If you didn’t have a job when you were in high school or college, you probably found saving money to be a challenging task as you became an adult with a “real” job. When you’re young, it’s fun to spend money and retirement seems like a lifetime away. But as most veteran professionals know, the years can creep up on you fast. The last thing you want to do is find yourself trying to play catch up with your savings. Whether you haven’t been saving like you know you should or you’re just starting out in your first job after school, here are three easy tips from Capital One to boost your savings…
Automate: Set up an automatic savings plan to move money from your checking account to your savings on a regular basis. No matter how much or how little you can spare, every little bit helps. Most personal finance professionals recommend starting out by saving 10-20 percent of your net pay and increasing that number as you feel more comfortable.

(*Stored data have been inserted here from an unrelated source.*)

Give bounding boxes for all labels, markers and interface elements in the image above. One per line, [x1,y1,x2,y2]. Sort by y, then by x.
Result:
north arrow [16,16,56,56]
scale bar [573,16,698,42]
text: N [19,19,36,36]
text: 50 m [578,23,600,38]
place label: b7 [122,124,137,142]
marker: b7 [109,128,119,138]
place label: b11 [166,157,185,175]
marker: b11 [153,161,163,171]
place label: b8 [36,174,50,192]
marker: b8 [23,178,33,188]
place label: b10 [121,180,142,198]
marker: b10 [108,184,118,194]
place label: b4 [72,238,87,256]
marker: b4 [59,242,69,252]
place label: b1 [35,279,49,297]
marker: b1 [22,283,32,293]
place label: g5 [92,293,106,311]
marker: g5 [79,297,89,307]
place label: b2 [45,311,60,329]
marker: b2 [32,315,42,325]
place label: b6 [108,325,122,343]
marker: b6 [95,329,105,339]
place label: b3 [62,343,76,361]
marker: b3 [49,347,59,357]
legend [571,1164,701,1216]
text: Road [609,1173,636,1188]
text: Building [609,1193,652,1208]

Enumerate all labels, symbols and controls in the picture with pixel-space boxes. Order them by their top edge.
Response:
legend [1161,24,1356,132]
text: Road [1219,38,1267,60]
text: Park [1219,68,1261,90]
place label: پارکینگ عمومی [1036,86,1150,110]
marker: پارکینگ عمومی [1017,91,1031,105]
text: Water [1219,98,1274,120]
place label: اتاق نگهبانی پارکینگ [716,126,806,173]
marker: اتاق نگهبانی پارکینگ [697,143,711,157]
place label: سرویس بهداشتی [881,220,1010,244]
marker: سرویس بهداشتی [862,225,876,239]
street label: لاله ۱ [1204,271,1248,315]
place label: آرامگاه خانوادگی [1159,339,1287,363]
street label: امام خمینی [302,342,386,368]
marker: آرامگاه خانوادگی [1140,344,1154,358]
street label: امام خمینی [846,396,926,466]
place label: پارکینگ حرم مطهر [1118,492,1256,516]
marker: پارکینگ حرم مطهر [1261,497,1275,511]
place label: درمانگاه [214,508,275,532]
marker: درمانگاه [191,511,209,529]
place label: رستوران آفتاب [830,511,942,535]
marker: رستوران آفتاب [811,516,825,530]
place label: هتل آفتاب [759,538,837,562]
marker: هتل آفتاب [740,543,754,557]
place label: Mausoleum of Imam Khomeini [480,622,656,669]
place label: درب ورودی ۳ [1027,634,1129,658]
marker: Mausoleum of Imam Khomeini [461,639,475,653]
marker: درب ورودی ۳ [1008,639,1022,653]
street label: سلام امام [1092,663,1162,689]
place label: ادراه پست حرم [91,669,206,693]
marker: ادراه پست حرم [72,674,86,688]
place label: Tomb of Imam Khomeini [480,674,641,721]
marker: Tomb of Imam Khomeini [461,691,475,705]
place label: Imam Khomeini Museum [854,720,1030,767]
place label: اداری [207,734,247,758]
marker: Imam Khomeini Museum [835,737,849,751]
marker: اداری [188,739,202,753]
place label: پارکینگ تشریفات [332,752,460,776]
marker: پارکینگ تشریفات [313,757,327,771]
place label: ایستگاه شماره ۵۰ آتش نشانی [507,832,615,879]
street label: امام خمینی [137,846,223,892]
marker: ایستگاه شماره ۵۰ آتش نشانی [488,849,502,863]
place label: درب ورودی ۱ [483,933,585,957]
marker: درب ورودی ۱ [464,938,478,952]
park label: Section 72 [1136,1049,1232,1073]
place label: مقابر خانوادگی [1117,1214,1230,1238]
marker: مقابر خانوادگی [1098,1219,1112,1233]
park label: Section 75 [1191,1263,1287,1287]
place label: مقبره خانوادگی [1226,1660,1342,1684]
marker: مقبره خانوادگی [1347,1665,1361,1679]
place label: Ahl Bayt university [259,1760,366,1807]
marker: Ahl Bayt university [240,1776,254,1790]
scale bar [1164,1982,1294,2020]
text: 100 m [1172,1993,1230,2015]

Let direct deposit help: You can’t miss money that you never see. It can take a lot of discipline to move extra money from your checking to your savings, so why not let your direct deposit do the work for you? Let your employer know how much to put into your savings account each month, and once you’ve set it, you can forget it.
Change it up: There are a lot of options available these days that will put your change to work for you. Acorns is an app that rounds up your payments to the nearest dollar and puts that change to work for you. Just spent $28.54 at the grocery store? Acorn will then take $0.46 (to basically make your transaction $29) and use that money to invest in a portfolio of your choosing. Not a bad use of your spare change, eh?